(Collected data)
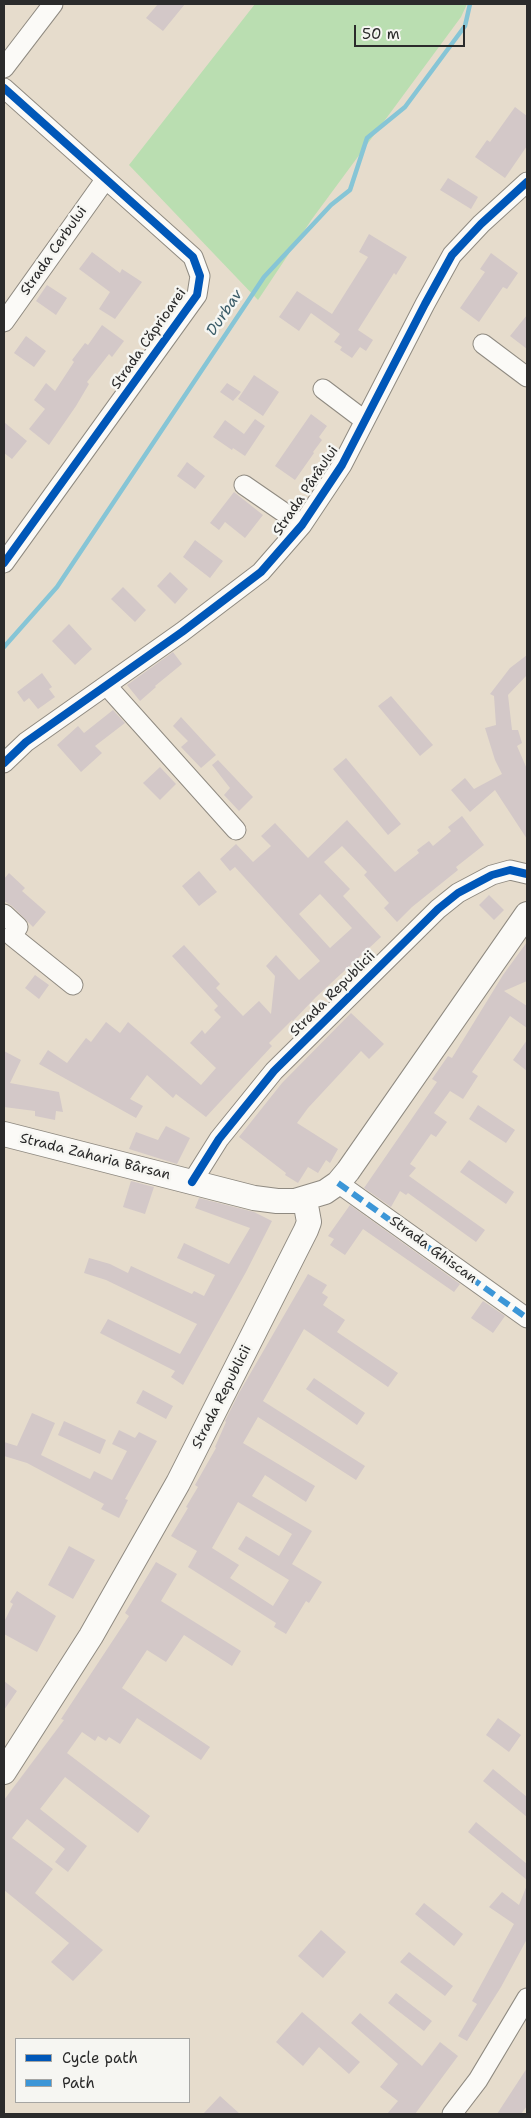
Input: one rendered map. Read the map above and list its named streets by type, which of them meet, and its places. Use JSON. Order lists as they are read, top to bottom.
{
  "streets": {
    "main road": ["Strada Republicii", "Strada Zaharia Bârsan"],
    "street": [
      "Strada Cerbului",
      "Strada Căprioarei",
      "Strada Pârâului",
      "Strada Ghiscan"
    ]
  },
  "crossings": [
    ["Strada Cerbului", "Strada Căprioarei"],
    ["Strada Republicii", "Strada Zaharia Bârsan"]
  ],
  "water": ["Durbav"],
  "legend": ["Cycle path", "Path"],
  "scale_bar": "50 m"
}
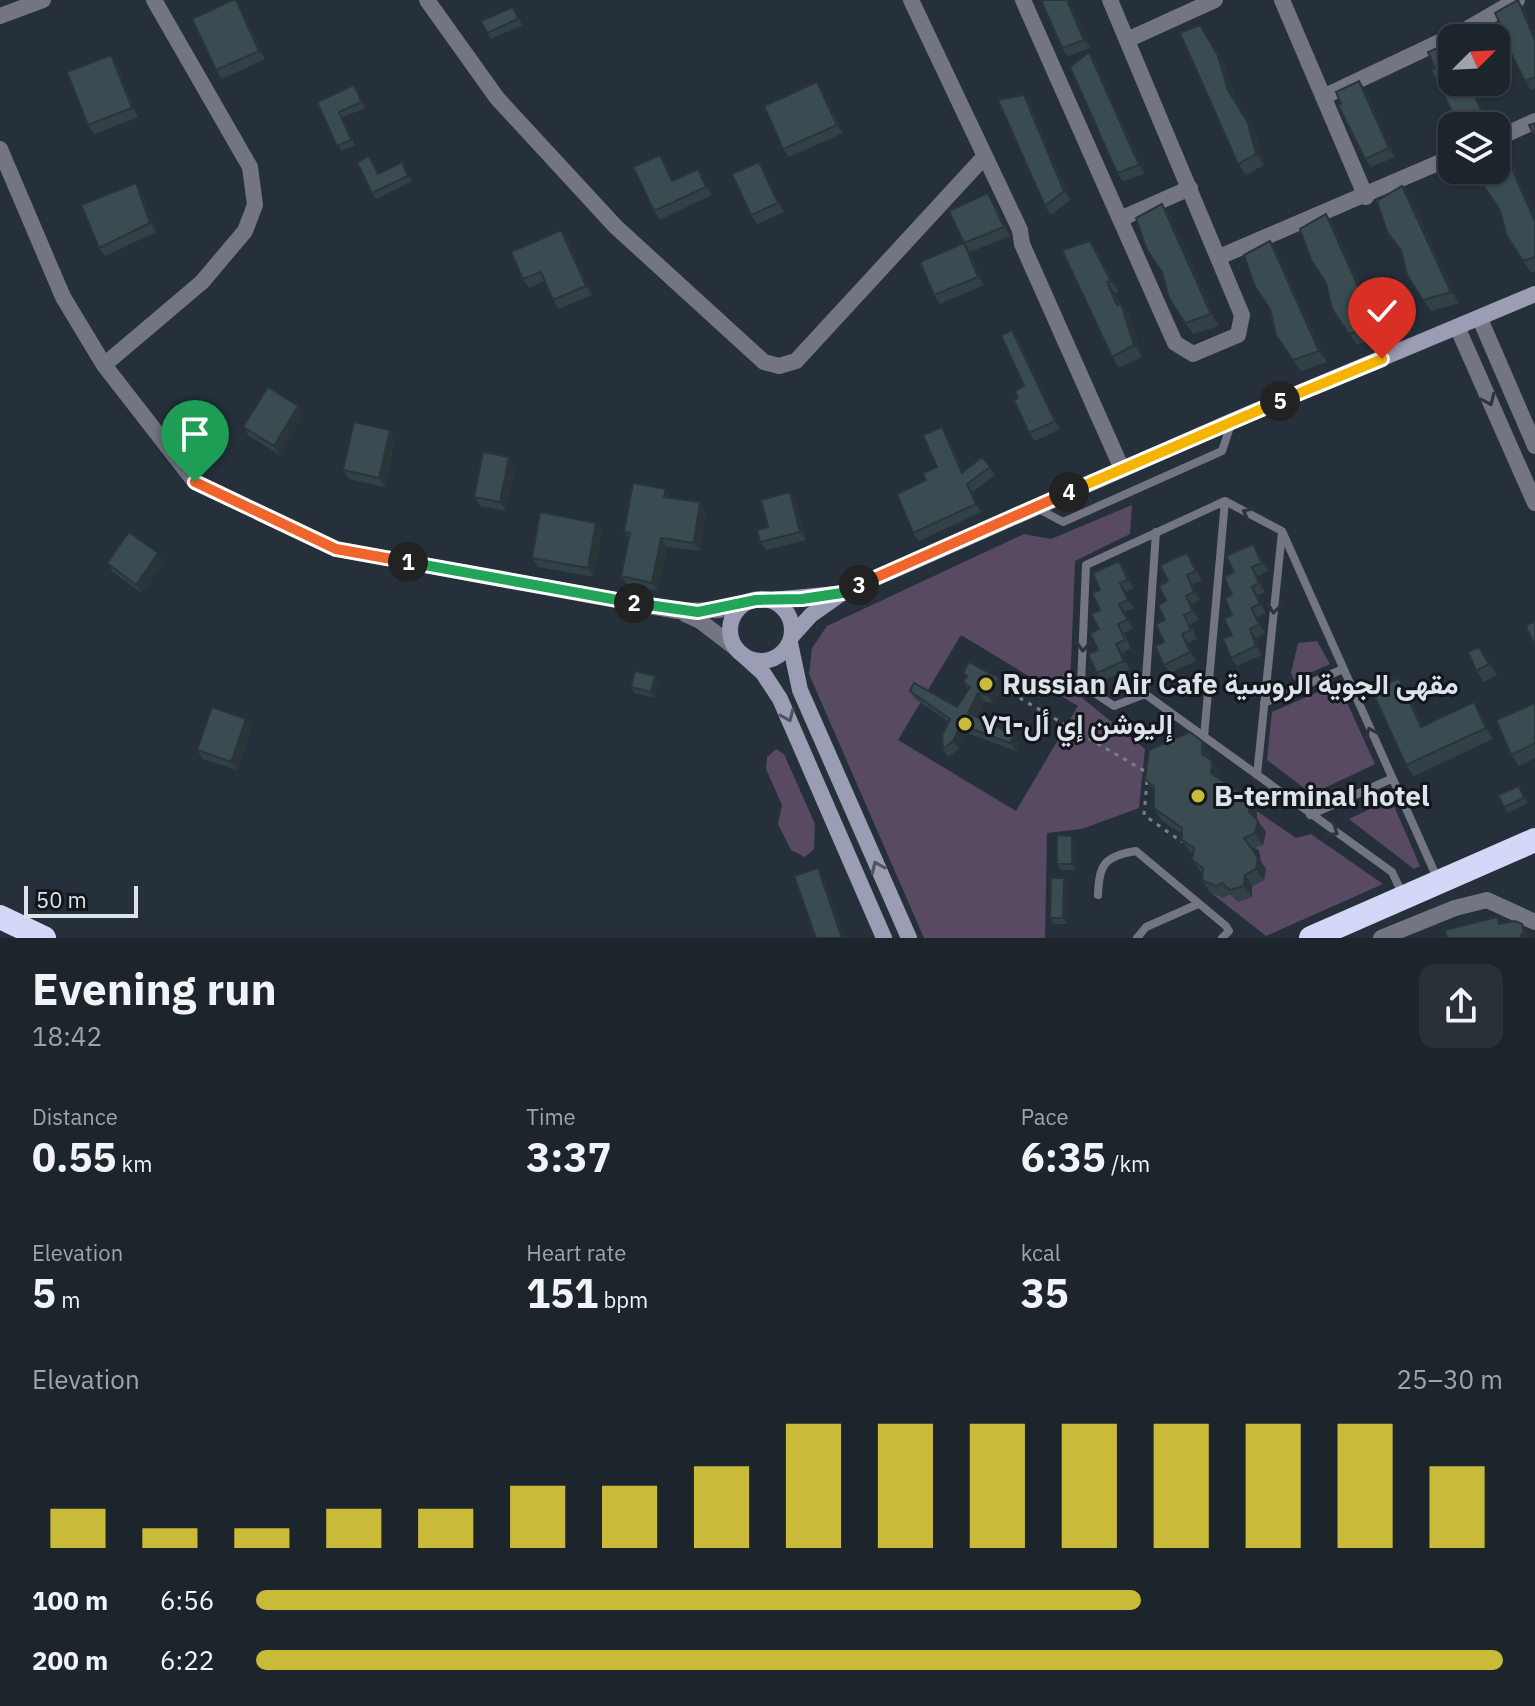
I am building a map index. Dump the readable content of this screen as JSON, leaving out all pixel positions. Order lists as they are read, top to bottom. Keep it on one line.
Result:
{"places":["Russian Air Cafe مقهى الجوية الروسية","إليوشن إي أل-٧٦","B-terminal hotel"],"scale_bar":"50 m","north":"top right","page":{"pins":["5","4","1","3","2"],"scale":"50 m","heading":["Evening run","18:42"],"stats":[["Distance","0.55 km"],["Time","3:37"],["Pace","6:35 /km"],["Elevation","5 m"],["Heart rate","151 bpm"],["kcal","35"]],"chart":["Elevation","25–30 m"],"list":[{"name":"100 m","note":"6:56"},{"name":"200 m","note":"6:22"}]}}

**WHAT IS NEEDED:** An exact copy of every entry, minus the pictures, is what you should return.

**RESULT FOR THIS TASK:**
Input: one rendered map. Read the map above and list its named streets by type, which of them meet, and its places. Use JSON. Order lists as they are read, top to bottom.
{
  "streets": {
    "main road": ["Strada Republicii", "Strada Zaharia Bârsan"],
    "street": [
      "Strada Cerbului",
      "Strada Căprioarei",
      "Strada Pârâului",
      "Strada Ghiscan"
    ]
  },
  "crossings": [
    ["Strada Cerbului", "Strada Căprioarei"],
    ["Strada Republicii", "Strada Zaharia Bârsan"]
  ],
  "water": ["Durbav"],
  "legend": ["Cycle path", "Path"],
  "scale_bar": "50 m"
}
I am building a map index. Dump the readable content of this screen as JSON, leaving out all pixel positions. Order lists as they are read, top to bottom. Keep it on one line.
Result:
{"places":["Russian Air Cafe مقهى الجوية الروسية","إليوشن إي أل-٧٦","B-terminal hotel"],"scale_bar":"50 m","north":"top right","page":{"pins":["5","4","1","3","2"],"scale":"50 m","heading":["Evening run","18:42"],"stats":[["Distance","0.55 km"],["Time","3:37"],["Pace","6:35 /km"],["Elevation","5 m"],["Heart rate","151 bpm"],["kcal","35"]],"chart":["Elevation","25–30 m"],"list":[{"name":"100 m","note":"6:56"},{"name":"200 m","note":"6:22"}]}}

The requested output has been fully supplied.